• [ABOUT THIS EXERCISE]
A faithful copy of all the entries is required, with no pictures in it.

::::::

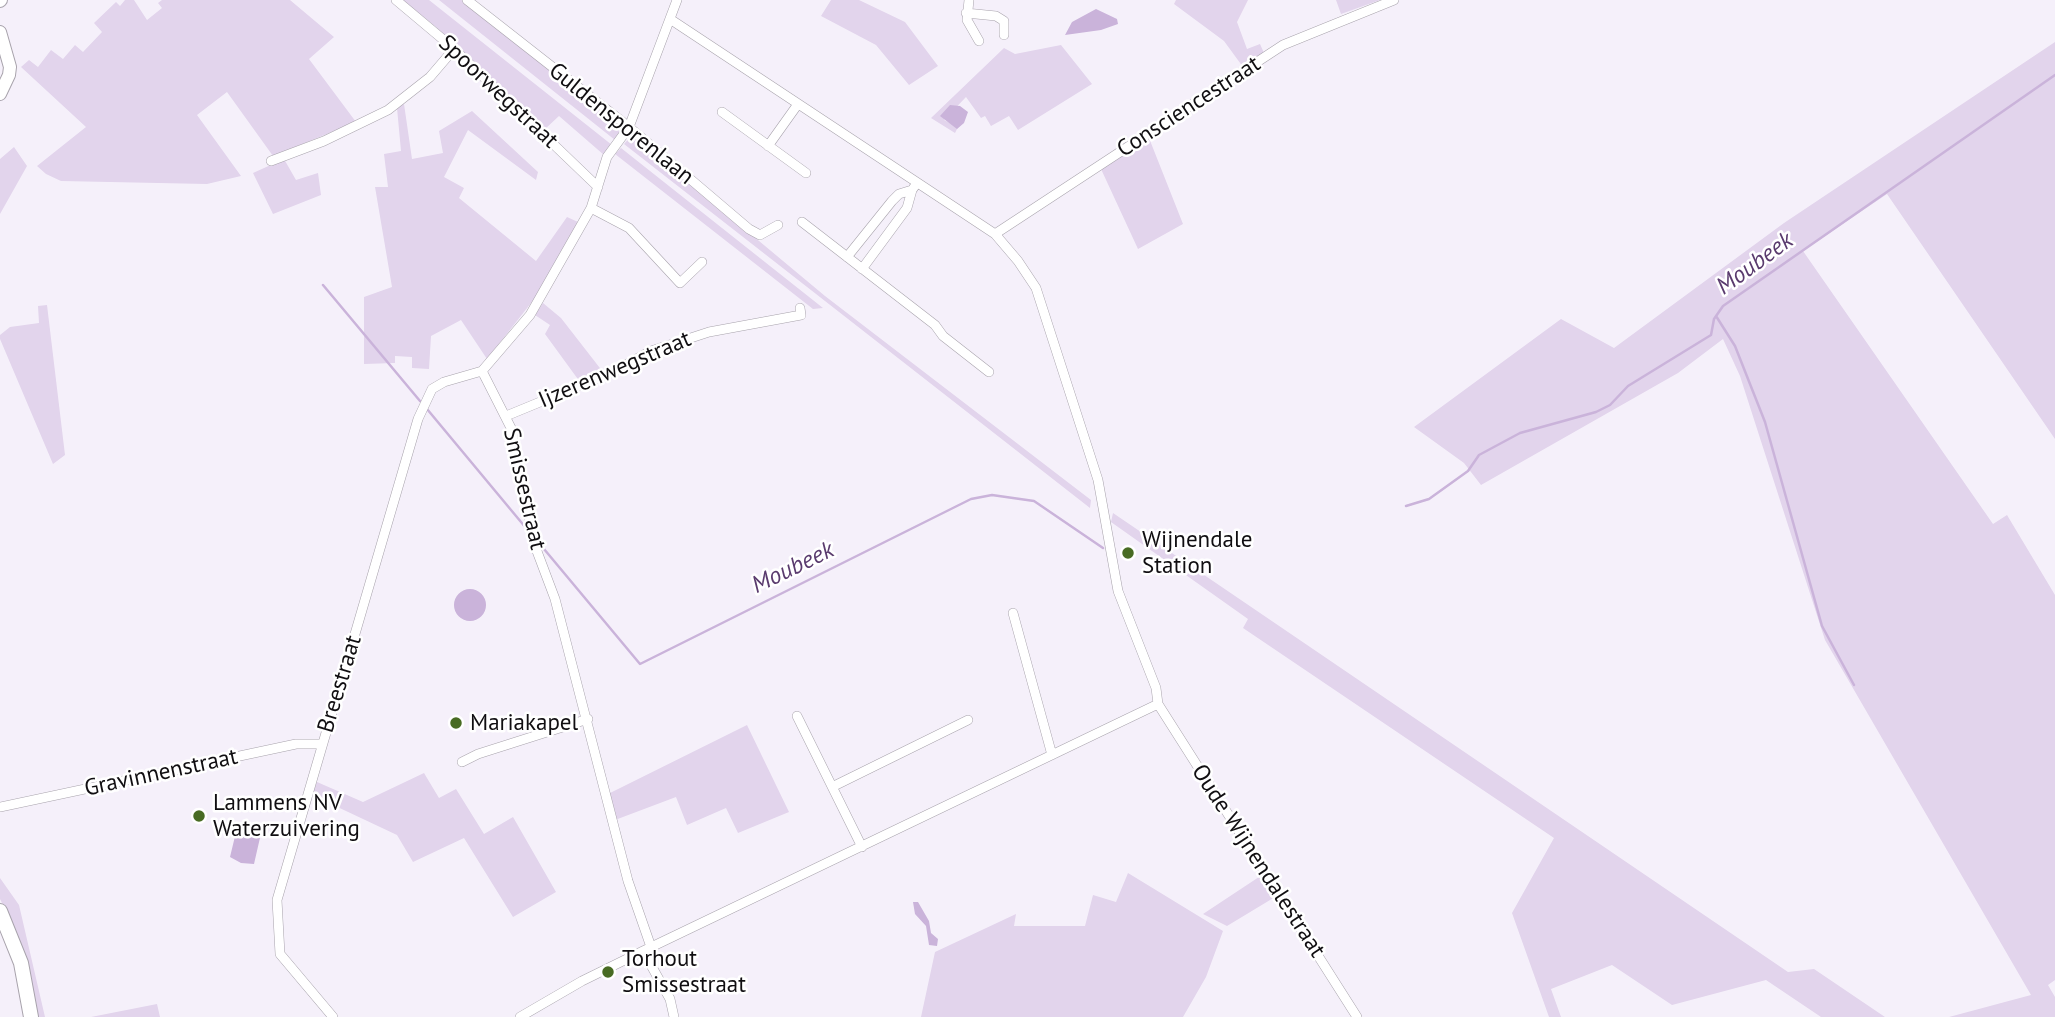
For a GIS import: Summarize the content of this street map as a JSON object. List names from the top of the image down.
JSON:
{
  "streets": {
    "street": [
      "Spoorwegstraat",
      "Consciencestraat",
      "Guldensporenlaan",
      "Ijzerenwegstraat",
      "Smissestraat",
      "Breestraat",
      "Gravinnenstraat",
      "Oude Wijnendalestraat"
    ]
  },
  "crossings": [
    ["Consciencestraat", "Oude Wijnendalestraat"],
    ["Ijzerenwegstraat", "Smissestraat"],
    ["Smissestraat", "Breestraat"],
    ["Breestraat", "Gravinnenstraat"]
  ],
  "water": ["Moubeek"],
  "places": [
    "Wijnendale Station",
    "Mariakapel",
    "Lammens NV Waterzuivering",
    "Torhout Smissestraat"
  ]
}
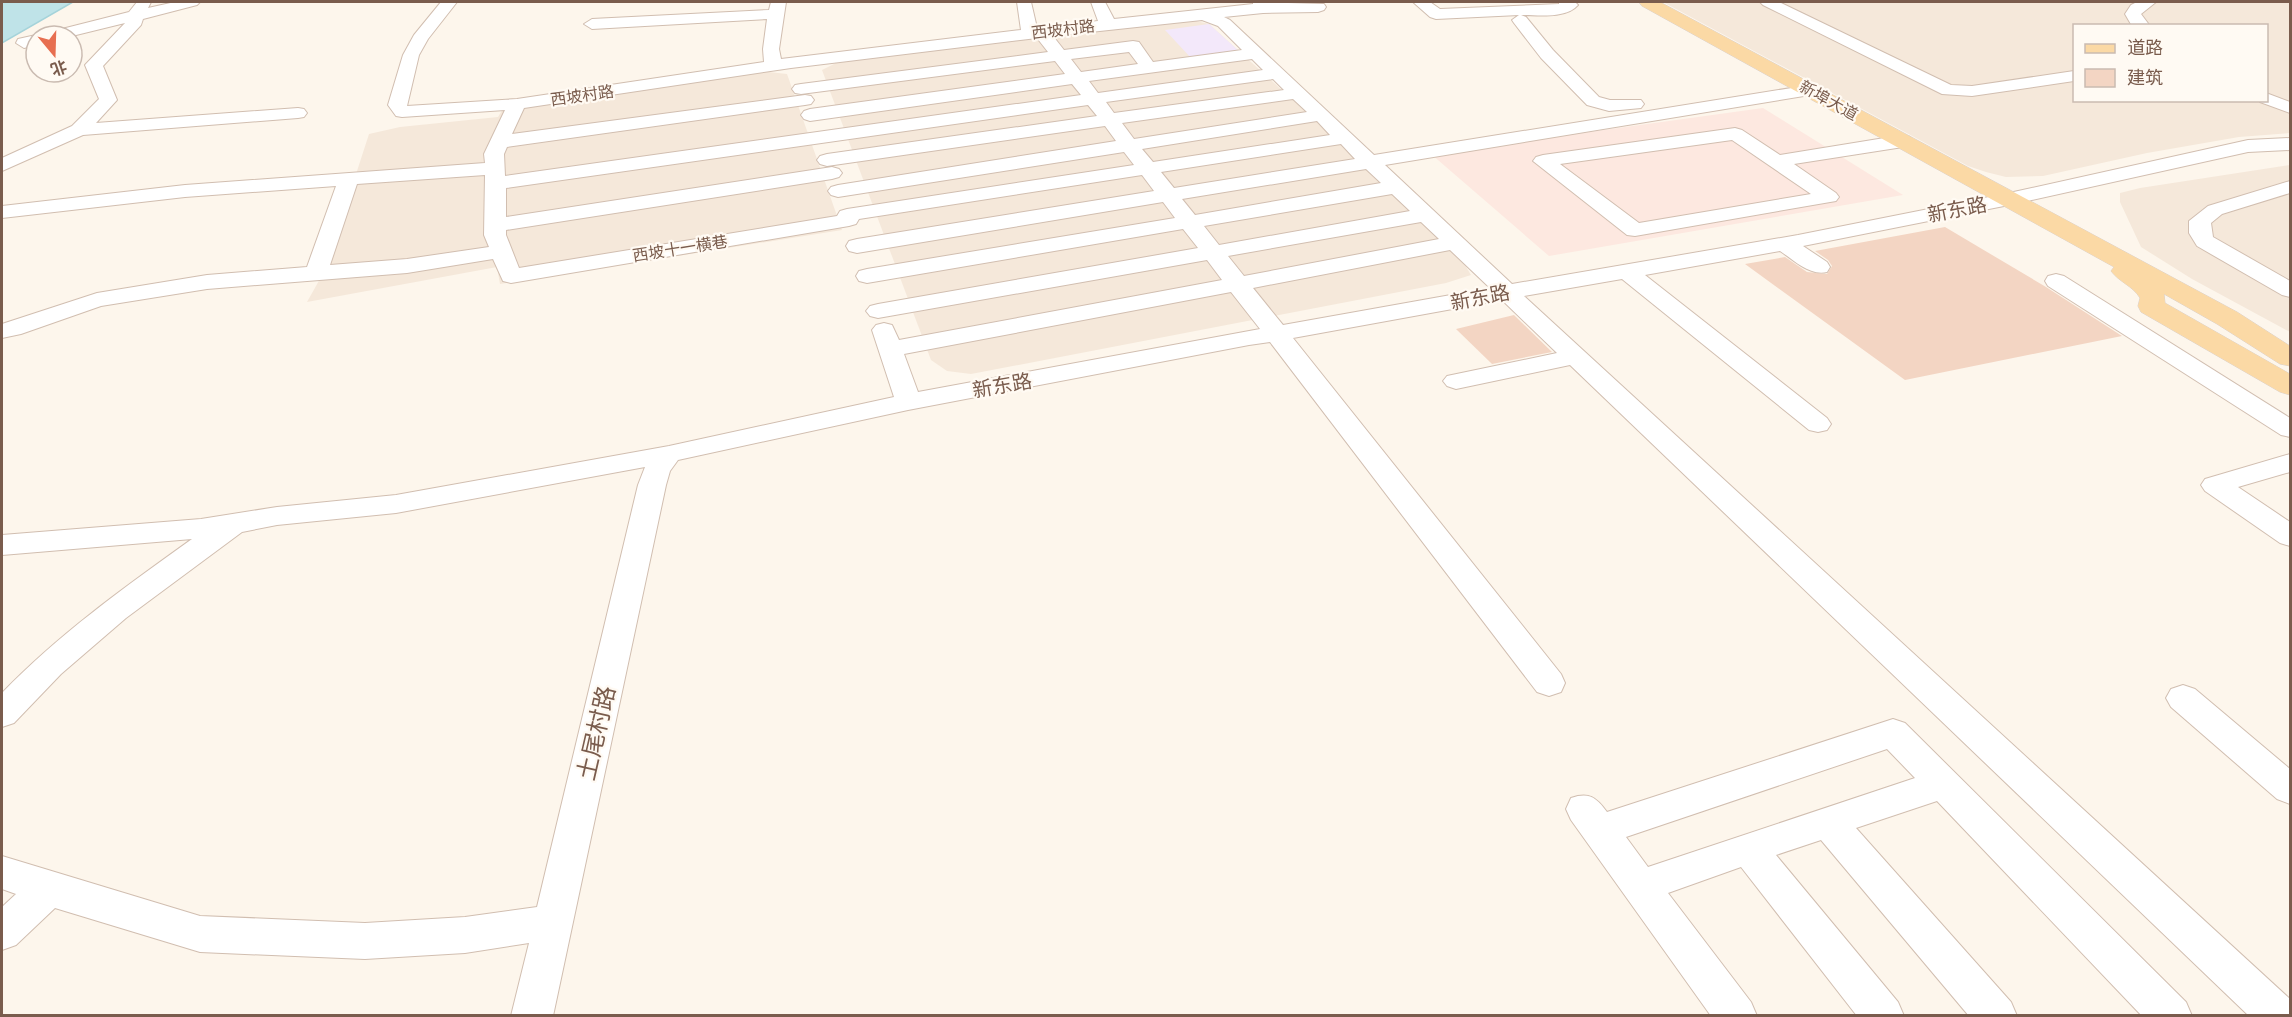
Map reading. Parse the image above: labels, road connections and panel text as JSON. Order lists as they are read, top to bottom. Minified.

::::::

• [ANSWER TO THIS EXERCISE]
For a GIS import: Summarize the content of this street map as a JSON object. List names from the top of the image down.
JSON:
{
  "streets": {
    "street": [
      "Spoorwegstraat",
      "Consciencestraat",
      "Guldensporenlaan",
      "Ijzerenwegstraat",
      "Smissestraat",
      "Breestraat",
      "Gravinnenstraat",
      "Oude Wijnendalestraat"
    ]
  },
  "crossings": [
    ["Consciencestraat", "Oude Wijnendalestraat"],
    ["Ijzerenwegstraat", "Smissestraat"],
    ["Smissestraat", "Breestraat"],
    ["Breestraat", "Gravinnenstraat"]
  ],
  "water": ["Moubeek"],
  "places": [
    "Wijnendale Station",
    "Mariakapel",
    "Lammens NV Waterzuivering",
    "Torhout Smissestraat"
  ]
}
Map reading. Parse the image above: labels, road connections and panel text as JSON. Order lists as they are read, top to bottom. Minified.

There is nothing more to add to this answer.